One important feature of markup streams is that you can apply *filters* to the
stream, either filters that come with Genshi, or your own custom filters.

A filter is simply a callable that accepts the stream as parameter, and returns
the filtered stream:

.. code-block:: python

  def noop(stream):
      """A filter that doesn't actually do anything with the stream."""
      for kind, data, pos in stream:
          yield kind, data, pos

Filters can be applied in a number of ways. The simplest is to just call the
filter directly:

.. code-block:: python

  stream = noop(stream)

The ``Stream`` class also provides a ``filter()`` method, which takes an
arbitrary number of filter callables and applies them all:

.. code-block:: python

  stream = stream.filter(noop)

Finally, filters can also be applied using the *bitwise or* operator (``|``),
which allows a syntax similar to pipes on Unix shells:

.. code-block:: python

  stream = stream | noop

One example of a filter included with Genshi is the ``HTMLSanitizer`` in
``genshi.filters``. It processes a stream of HTML markup, and strips out any
potentially dangerous constructs, such as Javascript event handlers.
``HTMLSanitizer`` is not a function, but rather a class that implements
``__call__``, which means instances of the class are callable:

.. code-block:: python

  stream = stream | HTMLSanitizer()

Both the ``filter()`` method and the pipe operator allow easy chaining of
filters:

.. code-block:: python

  from genshi.filters import HTMLSanitizer
  stream = stream.filter(noop, HTMLSanitizer())

That is equivalent to:

.. code-block:: python

  stream = stream | noop | HTMLSanitizer()

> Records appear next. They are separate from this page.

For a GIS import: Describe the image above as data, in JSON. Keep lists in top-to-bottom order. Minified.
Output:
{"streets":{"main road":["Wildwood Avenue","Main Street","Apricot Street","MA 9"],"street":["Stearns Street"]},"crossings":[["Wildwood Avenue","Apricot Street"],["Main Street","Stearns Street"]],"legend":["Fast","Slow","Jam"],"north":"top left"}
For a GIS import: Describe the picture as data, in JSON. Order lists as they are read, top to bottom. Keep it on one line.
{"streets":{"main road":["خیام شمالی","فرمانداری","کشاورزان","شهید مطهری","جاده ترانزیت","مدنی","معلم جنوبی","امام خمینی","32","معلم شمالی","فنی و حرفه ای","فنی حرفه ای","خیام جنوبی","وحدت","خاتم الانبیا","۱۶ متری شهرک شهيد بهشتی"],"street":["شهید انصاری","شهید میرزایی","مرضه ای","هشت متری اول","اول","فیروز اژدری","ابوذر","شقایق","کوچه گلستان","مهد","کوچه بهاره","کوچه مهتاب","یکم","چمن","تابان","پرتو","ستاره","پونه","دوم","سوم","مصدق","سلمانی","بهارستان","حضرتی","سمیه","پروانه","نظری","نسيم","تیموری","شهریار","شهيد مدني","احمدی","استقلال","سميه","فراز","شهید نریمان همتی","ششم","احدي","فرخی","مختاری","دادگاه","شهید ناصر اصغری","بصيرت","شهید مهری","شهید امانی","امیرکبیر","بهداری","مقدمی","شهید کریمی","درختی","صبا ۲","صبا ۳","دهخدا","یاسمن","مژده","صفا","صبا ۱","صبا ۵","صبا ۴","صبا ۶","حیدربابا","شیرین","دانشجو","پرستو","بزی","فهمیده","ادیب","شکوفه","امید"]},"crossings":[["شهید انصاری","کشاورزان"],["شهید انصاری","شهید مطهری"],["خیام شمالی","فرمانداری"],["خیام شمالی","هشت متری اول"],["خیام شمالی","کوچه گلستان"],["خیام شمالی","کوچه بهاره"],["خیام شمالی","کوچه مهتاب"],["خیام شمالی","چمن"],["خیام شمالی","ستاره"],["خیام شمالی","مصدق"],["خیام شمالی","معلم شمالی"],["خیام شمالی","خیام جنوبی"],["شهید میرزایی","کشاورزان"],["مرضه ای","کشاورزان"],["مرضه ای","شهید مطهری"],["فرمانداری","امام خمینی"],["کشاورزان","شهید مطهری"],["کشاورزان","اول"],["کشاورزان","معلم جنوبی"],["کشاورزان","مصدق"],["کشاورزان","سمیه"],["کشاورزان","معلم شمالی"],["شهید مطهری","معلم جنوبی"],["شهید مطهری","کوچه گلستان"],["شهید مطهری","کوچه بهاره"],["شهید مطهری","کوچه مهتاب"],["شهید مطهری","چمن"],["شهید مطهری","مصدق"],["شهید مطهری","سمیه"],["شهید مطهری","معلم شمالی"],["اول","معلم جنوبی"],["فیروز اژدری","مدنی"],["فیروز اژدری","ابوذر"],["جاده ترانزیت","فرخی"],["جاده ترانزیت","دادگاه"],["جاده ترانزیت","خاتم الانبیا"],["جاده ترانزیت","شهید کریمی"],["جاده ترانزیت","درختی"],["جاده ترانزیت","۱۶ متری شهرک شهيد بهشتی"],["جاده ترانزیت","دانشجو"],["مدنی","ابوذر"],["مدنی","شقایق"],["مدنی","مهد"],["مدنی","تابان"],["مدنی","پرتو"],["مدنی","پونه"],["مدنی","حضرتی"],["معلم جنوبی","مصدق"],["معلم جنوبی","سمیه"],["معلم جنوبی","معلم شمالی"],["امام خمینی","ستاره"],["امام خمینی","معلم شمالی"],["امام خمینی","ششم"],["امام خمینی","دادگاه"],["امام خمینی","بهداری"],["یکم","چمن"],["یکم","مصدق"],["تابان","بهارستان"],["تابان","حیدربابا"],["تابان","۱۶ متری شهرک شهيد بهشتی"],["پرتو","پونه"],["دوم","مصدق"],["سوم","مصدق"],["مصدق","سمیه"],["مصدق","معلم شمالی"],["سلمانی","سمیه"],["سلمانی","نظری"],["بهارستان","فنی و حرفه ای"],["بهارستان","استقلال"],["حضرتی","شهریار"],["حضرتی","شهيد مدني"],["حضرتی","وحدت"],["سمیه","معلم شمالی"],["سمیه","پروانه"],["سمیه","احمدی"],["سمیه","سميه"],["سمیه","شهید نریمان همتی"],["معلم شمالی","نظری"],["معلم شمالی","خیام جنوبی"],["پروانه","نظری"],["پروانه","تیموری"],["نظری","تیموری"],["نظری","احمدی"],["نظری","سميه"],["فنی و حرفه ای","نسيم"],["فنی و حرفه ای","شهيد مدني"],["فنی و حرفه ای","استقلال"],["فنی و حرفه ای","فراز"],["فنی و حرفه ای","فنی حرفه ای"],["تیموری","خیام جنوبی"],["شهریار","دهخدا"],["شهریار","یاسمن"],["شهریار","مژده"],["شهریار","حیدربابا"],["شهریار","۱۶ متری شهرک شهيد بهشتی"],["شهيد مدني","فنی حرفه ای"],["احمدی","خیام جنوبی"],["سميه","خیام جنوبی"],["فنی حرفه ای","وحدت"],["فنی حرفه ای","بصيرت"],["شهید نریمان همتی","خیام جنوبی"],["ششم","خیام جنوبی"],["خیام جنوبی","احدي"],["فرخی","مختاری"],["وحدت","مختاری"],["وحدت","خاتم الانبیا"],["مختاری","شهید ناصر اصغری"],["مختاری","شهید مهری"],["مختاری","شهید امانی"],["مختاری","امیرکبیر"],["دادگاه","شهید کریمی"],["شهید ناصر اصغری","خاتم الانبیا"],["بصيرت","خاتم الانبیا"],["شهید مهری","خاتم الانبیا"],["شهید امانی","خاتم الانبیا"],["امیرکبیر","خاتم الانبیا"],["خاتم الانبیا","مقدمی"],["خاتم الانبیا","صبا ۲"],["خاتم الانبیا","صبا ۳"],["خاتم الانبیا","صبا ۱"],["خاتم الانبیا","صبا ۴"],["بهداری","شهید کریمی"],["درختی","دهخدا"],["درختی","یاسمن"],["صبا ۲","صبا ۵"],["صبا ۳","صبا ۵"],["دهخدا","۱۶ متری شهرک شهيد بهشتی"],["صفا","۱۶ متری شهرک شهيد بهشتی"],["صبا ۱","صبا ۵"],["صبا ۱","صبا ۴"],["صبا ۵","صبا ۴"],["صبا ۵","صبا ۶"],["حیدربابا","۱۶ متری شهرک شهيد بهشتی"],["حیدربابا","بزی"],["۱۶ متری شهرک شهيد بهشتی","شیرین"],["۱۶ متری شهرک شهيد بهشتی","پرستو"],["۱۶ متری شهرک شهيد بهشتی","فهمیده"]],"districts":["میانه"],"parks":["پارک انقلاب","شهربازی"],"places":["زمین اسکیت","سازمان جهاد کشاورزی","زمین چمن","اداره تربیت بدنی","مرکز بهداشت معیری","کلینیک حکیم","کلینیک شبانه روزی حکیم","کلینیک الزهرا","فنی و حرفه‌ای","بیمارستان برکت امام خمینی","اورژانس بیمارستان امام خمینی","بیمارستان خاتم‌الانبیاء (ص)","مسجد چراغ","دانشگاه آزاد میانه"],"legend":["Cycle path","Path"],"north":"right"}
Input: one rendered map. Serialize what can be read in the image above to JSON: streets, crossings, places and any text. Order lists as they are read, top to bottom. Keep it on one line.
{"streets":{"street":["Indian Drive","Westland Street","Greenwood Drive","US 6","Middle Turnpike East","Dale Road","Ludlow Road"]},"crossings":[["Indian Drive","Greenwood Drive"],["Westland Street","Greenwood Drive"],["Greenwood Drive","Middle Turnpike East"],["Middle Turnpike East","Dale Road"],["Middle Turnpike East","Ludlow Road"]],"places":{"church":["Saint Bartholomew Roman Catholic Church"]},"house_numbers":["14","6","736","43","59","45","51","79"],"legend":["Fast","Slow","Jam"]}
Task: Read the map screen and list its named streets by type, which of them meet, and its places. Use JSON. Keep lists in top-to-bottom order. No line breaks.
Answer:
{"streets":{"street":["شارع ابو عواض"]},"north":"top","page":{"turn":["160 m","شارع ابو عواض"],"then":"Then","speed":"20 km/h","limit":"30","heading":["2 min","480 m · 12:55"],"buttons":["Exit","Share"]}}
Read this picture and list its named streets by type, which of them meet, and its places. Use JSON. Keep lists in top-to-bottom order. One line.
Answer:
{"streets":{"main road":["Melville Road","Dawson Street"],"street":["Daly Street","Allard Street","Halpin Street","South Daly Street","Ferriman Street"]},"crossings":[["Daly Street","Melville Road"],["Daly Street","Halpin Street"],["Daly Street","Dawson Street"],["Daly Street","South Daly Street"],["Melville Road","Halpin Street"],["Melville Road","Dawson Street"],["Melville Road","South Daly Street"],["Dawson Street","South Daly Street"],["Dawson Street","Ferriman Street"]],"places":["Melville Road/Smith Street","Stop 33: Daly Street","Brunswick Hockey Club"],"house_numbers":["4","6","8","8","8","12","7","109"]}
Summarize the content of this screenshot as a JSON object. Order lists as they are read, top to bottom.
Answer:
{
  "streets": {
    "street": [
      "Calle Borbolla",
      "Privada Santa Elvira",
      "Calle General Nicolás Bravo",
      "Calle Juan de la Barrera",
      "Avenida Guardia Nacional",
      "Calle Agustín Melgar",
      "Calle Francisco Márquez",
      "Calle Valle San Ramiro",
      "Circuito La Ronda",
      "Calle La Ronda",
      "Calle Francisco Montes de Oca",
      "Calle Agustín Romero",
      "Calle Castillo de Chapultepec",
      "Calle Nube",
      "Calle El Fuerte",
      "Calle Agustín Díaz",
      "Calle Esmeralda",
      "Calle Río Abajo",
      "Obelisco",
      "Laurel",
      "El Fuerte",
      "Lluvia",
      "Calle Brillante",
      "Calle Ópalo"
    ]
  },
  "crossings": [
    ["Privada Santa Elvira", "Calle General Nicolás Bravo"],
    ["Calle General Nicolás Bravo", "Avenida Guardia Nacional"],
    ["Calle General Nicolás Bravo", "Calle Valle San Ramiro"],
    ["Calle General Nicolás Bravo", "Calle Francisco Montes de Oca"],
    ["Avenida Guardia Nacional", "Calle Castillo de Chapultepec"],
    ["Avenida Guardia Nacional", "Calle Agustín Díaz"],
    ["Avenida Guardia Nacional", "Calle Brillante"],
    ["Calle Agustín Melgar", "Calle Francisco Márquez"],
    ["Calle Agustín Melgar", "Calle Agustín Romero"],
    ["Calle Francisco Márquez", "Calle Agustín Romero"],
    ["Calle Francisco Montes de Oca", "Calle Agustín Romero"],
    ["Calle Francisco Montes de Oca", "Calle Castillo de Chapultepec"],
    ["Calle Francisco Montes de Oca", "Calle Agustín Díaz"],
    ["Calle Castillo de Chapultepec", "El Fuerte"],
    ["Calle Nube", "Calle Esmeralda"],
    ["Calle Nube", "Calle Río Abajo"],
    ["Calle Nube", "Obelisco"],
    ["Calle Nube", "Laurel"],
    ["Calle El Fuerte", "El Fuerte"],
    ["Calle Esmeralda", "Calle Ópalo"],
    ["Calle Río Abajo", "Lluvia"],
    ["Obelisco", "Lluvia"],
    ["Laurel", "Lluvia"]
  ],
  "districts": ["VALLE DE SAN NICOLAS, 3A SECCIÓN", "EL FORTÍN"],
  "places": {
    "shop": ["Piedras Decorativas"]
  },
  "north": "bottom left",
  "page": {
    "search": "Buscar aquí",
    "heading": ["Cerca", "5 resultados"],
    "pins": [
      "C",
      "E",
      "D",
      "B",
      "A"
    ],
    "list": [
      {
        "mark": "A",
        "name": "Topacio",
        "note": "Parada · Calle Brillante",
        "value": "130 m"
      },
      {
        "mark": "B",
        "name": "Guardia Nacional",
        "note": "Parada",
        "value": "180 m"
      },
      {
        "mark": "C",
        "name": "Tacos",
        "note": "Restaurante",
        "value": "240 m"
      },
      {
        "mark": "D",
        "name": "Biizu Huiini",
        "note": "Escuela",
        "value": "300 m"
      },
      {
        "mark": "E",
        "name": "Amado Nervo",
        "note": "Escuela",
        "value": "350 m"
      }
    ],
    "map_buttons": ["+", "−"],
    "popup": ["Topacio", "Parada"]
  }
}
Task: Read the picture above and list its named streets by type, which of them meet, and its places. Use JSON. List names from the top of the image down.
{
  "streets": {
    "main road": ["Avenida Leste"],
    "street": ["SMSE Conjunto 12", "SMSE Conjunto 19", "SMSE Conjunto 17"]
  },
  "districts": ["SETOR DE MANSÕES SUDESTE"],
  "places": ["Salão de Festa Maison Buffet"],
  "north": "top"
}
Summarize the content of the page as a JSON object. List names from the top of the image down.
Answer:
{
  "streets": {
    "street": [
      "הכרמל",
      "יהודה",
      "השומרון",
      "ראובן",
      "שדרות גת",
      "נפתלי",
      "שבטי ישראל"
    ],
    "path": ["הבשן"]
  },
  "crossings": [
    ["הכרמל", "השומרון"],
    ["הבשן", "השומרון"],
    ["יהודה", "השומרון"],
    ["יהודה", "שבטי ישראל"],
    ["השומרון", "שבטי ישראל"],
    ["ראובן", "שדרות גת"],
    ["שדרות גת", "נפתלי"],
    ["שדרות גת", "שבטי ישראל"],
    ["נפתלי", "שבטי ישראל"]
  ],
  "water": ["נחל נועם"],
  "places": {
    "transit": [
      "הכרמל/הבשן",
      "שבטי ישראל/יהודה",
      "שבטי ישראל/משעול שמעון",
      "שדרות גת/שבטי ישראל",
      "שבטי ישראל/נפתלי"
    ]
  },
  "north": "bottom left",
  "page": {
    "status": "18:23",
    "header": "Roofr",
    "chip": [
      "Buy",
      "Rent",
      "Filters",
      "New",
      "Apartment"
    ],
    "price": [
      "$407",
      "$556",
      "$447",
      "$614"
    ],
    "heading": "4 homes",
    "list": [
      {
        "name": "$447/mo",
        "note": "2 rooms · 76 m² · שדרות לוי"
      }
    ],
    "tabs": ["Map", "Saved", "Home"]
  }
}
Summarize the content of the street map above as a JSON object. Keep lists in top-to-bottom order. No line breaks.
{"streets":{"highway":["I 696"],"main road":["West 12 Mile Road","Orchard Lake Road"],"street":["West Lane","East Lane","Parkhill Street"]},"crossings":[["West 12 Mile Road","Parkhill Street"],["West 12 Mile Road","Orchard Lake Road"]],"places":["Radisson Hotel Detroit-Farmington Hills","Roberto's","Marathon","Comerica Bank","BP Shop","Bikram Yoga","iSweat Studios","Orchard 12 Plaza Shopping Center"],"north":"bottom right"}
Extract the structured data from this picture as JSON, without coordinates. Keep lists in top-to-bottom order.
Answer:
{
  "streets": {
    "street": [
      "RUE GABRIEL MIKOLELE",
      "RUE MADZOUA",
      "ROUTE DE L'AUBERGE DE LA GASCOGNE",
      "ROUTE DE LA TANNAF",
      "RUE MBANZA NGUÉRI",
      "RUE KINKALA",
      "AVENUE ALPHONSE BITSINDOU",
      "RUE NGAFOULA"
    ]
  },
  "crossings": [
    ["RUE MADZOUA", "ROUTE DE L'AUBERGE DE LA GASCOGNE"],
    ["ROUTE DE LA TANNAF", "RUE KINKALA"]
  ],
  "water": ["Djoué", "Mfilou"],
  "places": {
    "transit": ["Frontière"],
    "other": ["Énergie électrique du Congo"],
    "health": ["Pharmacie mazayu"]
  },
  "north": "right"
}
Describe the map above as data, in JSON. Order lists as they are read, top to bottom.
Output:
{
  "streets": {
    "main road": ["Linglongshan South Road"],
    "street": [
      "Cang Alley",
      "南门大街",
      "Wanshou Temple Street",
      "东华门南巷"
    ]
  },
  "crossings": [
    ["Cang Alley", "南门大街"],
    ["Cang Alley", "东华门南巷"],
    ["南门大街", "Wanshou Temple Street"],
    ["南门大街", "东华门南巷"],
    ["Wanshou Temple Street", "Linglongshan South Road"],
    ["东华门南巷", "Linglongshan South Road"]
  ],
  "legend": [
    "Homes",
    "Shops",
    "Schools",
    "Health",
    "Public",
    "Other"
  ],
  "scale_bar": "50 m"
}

For more information about the built-in filters, see `Stream Filters`_.

.. _`Stream Filters`: filters.html


Serialization
=============

Serialization means producing some kind of textual output from a stream of
events, which you'll need when you want to transmit or store the results of
generating or otherwise processing markup.

The ``Stream`` class provides two methods for serialization: ``serialize()``
and ``render()``. The former is a generator that yields chunks of ``Markup``
objects (which are basically unicode strings that are considered safe for
output on the web). The latter returns a single string, by default UTF-8
encoded.

Here's the output from ``serialize()``:

.. code-block:: pycon

  >>> for output in stream.serialize():
  ...     print(repr(output))
  ...
  <Markup u'<p class="intro">'>
  <Markup u'Some text and '>
  <Markup u'<a href="http://example.org/">'>
  <Markup u'a link'>
  <Markup u'</a>'>
  <Markup u'.'>
  <Markup u'<br/>'>
  <Markup u'</p>'>

And here's the output from ``render()``:

.. code-block:: pycon

  >>> print(stream.render())
  <p class="intro">Some text and <a href="http://example.org/">a link</a>.<br/></p>

Both methods can be passed a ``method`` parameter that determines how exactly
the events are serialized to text. This parameter can be either a string or a
custom serializer class:

.. code-block:: pycon

  >>> print(stream.render('html'))
  <p class="intro">Some text and <a href="http://example.org/">a link</a>.<br></p>

Note how the `<br>` element isn't closed, which is the right thing to do for
HTML. See  `serialization methods`_ for more details.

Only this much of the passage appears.